• **WHAT THE TASK ASKS**
Beginning with the first line, please repeat the entries exactly and end on the line that contains "3px #3d3a37) drop-shadow(0".

• **GIVEN INFORMATION**
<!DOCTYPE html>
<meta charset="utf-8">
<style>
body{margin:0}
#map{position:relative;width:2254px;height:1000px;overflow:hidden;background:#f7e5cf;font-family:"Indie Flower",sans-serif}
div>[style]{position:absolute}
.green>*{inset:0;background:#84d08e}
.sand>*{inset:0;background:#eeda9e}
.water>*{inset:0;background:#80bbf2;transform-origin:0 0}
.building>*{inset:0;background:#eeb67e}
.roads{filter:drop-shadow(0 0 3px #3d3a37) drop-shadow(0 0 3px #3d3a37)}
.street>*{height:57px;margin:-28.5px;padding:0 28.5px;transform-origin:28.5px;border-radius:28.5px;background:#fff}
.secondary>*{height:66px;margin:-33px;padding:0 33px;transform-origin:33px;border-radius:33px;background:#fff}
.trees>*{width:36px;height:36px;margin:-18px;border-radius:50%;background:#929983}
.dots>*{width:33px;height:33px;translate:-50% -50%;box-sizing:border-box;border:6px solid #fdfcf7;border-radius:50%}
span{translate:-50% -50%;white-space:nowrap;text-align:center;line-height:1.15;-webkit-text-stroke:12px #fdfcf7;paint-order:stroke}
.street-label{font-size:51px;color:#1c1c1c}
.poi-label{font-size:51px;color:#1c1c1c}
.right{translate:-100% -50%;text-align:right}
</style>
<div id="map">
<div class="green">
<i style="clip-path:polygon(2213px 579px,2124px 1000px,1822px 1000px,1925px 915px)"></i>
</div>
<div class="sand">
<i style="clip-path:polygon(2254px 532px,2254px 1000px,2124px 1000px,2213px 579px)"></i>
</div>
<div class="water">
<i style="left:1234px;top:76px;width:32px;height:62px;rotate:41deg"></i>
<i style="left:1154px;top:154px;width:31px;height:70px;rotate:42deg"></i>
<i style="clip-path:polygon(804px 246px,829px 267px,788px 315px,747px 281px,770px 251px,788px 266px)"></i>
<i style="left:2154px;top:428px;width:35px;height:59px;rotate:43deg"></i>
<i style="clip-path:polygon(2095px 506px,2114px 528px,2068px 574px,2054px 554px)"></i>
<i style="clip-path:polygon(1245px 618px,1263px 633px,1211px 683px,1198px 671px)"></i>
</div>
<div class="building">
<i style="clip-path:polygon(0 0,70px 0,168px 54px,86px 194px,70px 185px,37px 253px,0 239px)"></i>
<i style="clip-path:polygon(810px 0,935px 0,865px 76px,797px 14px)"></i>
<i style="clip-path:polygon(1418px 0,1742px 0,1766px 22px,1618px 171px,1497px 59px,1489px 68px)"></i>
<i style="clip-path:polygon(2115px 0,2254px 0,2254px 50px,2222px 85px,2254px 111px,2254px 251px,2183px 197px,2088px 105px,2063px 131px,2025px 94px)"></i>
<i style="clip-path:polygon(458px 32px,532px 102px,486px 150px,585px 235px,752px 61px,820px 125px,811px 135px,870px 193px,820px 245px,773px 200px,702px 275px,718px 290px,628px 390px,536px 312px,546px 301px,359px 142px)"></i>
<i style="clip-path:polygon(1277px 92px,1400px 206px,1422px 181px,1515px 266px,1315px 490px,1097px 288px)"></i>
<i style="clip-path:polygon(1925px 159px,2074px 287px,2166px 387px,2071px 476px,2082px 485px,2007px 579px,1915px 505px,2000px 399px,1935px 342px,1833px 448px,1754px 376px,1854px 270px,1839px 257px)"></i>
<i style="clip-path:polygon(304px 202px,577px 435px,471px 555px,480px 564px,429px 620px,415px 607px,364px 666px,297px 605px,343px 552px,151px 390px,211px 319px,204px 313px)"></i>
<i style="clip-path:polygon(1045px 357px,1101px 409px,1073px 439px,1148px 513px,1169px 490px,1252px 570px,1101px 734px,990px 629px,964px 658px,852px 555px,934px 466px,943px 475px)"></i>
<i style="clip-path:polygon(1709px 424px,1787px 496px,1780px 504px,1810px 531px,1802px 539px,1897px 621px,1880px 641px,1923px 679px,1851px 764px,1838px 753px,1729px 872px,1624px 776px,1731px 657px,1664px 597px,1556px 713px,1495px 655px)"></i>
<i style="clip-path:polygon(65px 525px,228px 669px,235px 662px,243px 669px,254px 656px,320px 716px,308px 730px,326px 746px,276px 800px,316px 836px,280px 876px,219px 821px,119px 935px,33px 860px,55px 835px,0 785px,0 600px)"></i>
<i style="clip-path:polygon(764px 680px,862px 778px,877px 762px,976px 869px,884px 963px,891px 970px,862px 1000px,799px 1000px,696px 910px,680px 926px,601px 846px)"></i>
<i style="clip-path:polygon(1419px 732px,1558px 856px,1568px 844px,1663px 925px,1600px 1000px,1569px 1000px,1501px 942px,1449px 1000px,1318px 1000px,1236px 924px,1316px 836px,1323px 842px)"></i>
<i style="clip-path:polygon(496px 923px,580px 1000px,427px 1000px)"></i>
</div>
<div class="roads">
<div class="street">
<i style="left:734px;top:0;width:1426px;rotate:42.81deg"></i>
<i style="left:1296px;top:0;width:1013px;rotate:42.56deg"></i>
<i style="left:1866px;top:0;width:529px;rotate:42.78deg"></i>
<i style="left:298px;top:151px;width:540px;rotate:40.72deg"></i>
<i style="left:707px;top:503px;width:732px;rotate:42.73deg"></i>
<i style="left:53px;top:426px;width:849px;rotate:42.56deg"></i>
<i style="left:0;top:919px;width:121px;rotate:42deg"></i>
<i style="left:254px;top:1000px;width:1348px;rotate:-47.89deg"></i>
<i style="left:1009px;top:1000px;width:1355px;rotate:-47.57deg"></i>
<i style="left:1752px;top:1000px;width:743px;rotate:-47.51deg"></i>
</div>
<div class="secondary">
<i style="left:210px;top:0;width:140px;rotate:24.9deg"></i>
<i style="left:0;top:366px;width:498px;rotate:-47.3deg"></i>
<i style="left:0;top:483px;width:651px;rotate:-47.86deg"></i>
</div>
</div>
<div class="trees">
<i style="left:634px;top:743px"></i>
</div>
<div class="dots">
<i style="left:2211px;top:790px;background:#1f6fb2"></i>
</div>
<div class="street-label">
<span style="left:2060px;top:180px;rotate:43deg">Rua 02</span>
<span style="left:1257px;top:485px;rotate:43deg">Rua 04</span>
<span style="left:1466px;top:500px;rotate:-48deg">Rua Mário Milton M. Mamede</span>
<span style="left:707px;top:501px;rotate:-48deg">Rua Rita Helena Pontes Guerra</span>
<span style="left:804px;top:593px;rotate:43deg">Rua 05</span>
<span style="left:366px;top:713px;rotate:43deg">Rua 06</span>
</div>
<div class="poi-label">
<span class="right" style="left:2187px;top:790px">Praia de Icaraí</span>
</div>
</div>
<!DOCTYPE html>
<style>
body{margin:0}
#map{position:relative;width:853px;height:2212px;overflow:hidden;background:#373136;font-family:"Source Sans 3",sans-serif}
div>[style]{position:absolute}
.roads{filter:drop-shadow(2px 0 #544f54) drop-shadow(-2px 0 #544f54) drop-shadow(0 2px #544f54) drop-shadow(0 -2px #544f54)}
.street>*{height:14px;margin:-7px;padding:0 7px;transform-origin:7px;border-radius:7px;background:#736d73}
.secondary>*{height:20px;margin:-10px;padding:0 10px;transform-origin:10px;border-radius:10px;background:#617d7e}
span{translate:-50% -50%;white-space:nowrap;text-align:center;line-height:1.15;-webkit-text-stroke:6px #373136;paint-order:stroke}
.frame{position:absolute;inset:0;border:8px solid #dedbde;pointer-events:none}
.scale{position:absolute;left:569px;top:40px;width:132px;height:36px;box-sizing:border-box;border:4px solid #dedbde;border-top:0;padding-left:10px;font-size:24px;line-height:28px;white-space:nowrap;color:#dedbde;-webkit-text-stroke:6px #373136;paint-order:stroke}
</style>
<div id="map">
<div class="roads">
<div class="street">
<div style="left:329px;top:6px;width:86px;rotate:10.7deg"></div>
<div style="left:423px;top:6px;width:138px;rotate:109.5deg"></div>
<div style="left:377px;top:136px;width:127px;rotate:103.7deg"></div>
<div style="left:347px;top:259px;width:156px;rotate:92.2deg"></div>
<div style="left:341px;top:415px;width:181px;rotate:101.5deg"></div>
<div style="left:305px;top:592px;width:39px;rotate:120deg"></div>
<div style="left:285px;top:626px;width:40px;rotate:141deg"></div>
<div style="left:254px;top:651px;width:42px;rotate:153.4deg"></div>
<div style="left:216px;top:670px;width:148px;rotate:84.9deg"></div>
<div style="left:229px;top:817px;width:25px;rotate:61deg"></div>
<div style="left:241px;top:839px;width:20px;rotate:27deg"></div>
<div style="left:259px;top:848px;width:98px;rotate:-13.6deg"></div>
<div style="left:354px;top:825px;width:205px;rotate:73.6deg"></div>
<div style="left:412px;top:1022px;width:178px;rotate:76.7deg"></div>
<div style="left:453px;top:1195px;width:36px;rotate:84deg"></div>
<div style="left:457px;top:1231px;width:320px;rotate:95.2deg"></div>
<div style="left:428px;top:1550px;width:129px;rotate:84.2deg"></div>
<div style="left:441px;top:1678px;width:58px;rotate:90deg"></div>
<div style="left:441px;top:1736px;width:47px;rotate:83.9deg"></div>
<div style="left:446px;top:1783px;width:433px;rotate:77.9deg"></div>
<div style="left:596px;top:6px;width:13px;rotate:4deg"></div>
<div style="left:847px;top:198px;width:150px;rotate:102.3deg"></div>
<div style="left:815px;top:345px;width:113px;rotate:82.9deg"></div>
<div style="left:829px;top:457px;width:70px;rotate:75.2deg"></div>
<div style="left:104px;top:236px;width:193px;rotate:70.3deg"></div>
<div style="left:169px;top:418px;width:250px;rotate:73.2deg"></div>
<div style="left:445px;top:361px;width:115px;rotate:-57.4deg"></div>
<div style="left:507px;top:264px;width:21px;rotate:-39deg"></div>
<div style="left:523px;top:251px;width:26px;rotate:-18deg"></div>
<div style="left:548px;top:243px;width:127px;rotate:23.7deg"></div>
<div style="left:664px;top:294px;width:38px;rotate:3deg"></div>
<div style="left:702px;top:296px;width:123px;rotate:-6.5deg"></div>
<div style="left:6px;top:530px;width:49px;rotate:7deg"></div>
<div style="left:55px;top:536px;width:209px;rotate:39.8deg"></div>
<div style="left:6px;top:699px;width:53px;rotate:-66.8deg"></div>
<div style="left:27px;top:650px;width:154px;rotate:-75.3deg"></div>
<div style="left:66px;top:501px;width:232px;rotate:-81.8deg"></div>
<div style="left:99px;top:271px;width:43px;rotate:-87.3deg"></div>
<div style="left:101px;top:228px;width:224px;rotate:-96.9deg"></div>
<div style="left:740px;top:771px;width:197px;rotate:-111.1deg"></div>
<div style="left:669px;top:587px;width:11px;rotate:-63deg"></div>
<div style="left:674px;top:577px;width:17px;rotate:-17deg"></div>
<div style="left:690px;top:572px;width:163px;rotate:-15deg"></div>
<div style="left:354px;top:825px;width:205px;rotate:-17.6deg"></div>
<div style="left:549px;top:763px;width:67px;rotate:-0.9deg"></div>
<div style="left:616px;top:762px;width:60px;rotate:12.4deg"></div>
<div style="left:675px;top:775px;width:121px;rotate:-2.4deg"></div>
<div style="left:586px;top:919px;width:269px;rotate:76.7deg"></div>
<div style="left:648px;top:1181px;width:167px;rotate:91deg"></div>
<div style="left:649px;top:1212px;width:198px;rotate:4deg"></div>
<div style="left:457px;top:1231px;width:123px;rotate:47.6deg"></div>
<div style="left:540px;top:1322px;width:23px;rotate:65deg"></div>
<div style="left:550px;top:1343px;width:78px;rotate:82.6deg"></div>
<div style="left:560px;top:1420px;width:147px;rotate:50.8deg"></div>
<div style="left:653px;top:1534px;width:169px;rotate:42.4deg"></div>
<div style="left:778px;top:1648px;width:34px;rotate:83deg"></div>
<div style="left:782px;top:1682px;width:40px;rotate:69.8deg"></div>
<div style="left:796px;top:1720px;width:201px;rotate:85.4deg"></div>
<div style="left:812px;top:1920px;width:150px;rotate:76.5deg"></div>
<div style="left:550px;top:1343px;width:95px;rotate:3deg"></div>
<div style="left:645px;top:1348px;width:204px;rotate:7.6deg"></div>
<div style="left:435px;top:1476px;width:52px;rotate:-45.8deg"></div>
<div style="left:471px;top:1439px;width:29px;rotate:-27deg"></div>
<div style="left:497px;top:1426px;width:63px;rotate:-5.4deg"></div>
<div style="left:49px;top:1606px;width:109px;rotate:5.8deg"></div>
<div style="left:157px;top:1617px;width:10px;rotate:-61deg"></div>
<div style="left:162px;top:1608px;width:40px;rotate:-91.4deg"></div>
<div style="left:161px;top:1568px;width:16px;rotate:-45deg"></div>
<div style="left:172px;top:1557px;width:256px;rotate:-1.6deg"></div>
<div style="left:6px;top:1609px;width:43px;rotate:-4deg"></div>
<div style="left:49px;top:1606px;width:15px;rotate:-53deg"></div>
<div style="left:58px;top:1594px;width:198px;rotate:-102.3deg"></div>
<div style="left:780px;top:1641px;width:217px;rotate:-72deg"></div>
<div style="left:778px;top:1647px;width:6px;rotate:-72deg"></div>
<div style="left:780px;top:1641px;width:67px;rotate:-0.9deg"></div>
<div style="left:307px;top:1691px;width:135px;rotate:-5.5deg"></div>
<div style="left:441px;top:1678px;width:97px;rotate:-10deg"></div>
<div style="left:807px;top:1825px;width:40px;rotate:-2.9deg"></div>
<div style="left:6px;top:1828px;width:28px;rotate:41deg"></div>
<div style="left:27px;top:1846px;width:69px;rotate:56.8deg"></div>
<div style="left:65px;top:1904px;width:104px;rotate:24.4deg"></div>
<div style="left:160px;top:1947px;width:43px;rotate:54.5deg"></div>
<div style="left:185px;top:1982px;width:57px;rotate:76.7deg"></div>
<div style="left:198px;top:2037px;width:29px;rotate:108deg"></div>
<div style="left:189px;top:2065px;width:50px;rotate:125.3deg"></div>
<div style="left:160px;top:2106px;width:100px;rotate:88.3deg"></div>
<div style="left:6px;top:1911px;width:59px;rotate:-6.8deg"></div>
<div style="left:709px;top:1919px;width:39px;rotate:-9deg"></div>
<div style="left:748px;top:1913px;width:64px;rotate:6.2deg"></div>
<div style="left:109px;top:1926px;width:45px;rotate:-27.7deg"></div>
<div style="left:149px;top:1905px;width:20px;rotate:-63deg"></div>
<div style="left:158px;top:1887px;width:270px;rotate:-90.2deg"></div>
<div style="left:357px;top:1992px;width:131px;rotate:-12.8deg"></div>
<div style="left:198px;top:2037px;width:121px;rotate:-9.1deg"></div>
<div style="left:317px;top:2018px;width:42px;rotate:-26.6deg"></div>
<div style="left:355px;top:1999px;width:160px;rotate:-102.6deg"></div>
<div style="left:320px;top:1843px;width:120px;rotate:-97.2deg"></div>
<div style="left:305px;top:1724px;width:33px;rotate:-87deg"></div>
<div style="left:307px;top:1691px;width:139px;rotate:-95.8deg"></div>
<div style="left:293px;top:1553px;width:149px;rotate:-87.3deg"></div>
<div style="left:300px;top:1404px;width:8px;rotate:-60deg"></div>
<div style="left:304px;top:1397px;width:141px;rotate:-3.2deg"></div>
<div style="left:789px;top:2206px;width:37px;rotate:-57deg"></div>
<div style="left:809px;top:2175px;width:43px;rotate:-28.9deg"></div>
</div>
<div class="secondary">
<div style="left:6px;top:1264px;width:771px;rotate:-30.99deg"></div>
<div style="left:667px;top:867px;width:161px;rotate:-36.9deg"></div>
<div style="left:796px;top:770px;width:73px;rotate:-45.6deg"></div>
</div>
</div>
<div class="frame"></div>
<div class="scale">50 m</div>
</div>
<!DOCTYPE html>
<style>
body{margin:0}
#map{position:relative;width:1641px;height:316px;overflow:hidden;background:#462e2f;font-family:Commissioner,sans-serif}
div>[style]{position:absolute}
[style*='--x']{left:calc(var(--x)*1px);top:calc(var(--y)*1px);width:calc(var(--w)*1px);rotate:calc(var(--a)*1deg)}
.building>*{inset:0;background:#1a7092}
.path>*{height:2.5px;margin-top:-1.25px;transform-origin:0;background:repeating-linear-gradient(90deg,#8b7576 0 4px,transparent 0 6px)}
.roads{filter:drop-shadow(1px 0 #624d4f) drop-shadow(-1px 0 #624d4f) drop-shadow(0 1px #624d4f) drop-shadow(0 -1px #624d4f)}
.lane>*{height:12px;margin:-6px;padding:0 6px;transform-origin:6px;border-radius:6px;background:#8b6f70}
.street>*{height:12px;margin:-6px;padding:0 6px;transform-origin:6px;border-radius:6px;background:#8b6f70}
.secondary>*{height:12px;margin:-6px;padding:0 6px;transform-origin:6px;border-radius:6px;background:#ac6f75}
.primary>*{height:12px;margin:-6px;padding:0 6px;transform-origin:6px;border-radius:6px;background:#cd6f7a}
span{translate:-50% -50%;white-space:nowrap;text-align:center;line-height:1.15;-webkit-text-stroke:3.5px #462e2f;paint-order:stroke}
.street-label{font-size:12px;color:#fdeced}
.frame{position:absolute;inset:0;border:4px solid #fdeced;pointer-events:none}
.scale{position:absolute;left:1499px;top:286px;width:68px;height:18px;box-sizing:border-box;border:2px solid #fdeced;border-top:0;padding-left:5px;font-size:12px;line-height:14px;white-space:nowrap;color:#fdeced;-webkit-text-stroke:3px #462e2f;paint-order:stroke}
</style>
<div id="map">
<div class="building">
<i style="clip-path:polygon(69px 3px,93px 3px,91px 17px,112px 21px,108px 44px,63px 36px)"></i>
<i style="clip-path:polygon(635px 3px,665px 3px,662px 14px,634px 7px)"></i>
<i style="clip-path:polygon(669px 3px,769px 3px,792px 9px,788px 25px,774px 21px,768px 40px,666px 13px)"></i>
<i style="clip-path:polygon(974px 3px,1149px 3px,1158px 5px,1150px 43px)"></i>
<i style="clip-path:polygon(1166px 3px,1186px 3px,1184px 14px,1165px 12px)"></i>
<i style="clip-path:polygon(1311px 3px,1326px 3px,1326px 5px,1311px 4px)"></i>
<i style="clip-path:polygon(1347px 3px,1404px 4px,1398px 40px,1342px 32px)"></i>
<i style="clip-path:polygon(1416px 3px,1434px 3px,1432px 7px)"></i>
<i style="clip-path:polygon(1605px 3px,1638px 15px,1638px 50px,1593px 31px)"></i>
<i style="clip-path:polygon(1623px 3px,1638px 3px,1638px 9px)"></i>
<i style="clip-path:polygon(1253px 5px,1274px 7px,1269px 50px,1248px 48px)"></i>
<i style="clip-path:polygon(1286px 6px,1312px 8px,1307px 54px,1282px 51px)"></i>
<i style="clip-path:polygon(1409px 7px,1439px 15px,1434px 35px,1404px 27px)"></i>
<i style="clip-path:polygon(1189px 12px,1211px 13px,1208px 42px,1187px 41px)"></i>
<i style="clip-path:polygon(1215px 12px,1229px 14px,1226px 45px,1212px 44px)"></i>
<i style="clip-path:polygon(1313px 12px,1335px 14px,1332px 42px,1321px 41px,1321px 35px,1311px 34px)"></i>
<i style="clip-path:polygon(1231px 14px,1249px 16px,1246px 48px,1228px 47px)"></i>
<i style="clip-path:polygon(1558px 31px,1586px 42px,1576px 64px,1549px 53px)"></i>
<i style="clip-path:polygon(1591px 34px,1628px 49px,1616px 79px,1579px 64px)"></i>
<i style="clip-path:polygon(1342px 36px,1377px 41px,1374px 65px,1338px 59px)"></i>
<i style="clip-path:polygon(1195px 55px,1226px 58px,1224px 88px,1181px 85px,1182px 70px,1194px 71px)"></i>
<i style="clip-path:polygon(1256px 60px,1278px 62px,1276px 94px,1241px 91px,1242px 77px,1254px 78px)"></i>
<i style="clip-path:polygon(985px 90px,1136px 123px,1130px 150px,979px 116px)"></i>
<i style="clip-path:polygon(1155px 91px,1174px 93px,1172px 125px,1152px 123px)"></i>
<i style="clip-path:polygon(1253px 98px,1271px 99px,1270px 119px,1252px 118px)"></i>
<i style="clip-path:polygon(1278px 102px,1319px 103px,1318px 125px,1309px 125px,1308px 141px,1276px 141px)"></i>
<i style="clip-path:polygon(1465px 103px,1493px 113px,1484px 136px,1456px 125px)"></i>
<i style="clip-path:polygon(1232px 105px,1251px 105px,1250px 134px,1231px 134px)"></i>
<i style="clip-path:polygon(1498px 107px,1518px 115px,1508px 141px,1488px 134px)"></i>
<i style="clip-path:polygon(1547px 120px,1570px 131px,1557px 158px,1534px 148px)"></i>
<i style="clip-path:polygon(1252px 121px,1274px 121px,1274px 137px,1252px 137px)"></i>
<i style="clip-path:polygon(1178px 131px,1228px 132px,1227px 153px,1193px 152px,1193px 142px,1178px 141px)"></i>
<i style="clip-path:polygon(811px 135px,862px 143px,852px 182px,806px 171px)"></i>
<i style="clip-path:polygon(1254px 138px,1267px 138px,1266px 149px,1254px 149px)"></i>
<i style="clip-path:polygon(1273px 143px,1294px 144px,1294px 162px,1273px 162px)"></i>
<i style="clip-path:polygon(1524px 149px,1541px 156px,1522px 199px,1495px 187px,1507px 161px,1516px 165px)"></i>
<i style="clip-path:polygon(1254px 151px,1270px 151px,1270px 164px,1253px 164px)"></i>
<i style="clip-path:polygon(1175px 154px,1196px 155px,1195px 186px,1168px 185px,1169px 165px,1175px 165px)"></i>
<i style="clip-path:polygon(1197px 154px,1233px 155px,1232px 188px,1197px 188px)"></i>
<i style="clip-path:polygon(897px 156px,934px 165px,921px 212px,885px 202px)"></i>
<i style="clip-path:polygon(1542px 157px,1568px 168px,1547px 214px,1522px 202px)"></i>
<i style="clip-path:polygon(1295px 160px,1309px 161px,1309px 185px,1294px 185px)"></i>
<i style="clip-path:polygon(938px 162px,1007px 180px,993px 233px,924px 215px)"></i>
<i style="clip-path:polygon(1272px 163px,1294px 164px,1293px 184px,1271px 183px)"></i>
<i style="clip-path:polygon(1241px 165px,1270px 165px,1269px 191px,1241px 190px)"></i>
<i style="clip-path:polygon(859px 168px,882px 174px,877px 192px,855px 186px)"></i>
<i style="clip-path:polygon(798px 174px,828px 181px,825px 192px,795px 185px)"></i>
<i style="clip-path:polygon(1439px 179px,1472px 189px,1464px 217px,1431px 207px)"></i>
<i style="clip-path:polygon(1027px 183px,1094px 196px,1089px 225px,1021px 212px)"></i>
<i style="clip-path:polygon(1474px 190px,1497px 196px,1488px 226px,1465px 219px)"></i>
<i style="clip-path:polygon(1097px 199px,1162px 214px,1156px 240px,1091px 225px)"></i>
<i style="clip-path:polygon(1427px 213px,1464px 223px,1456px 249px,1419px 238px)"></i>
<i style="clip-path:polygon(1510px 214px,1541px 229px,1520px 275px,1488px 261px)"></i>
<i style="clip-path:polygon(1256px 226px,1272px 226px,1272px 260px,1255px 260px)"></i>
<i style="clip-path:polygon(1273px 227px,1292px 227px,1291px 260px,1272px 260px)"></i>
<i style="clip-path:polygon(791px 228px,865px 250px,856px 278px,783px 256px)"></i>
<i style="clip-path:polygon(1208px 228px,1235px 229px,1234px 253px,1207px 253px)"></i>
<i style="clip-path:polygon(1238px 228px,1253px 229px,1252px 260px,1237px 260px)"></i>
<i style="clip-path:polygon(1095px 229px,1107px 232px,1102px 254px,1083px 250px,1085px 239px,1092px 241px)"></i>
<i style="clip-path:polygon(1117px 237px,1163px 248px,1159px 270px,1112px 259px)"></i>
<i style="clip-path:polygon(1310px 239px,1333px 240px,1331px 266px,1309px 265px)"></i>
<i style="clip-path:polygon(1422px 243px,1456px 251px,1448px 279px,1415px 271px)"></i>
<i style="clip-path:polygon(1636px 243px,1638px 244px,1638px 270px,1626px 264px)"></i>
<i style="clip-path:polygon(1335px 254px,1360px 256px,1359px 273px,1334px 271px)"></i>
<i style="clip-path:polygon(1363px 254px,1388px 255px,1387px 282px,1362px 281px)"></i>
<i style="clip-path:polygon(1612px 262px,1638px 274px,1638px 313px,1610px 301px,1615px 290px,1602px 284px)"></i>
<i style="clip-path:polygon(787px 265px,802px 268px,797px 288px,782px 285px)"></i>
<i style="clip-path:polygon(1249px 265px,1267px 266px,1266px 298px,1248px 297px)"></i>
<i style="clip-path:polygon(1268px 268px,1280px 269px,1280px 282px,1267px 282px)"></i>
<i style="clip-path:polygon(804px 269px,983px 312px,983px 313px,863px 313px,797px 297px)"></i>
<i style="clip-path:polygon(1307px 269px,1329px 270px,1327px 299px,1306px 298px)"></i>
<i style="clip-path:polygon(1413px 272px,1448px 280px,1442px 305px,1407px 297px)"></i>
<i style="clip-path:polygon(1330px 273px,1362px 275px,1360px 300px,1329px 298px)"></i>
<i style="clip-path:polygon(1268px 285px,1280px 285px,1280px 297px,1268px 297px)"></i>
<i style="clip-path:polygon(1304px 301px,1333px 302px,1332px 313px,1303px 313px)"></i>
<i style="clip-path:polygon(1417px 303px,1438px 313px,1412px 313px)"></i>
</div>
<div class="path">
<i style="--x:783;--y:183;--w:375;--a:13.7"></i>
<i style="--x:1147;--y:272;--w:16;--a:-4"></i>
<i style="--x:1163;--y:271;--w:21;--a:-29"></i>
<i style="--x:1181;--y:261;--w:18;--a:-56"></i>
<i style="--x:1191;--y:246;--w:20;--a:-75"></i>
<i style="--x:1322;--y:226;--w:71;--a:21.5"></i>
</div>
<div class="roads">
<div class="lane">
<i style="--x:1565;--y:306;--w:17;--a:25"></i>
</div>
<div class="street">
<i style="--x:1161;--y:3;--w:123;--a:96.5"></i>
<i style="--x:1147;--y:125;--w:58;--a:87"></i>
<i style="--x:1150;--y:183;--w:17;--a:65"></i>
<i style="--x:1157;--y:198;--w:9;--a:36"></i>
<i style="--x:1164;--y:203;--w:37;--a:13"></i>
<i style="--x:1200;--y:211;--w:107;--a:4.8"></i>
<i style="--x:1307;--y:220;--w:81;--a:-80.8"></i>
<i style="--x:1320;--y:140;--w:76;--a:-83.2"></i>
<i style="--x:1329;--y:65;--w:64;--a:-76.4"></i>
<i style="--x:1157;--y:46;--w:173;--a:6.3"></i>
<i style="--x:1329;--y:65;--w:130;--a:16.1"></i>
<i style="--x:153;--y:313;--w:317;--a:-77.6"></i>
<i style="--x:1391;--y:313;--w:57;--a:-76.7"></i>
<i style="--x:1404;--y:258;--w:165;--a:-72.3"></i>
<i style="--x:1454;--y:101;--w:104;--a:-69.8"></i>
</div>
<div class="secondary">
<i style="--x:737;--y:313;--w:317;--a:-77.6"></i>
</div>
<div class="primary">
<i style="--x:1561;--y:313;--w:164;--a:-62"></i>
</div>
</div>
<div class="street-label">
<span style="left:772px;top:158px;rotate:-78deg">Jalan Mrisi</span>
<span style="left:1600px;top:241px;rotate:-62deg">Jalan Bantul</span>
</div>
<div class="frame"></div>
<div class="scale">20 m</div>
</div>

• **RESULT BELOW**
<!DOCTYPE html>
<meta charset="utf-8">
<style>
body{margin:0}
#map{position:relative;width:2254px;height:1000px;overflow:hidden;background:#f7e5cf;font-family:"Indie Flower",sans-serif}
div>[style]{position:absolute}
.green>*{inset:0;background:#84d08e}
.sand>*{inset:0;background:#eeda9e}
.water>*{inset:0;background:#80bbf2;transform-origin:0 0}
.building>*{inset:0;background:#eeb67e}
.roads{filter:drop-shadow(0 0 3px #3d3a37) drop-shadow(0 0 3px #3d3a37)}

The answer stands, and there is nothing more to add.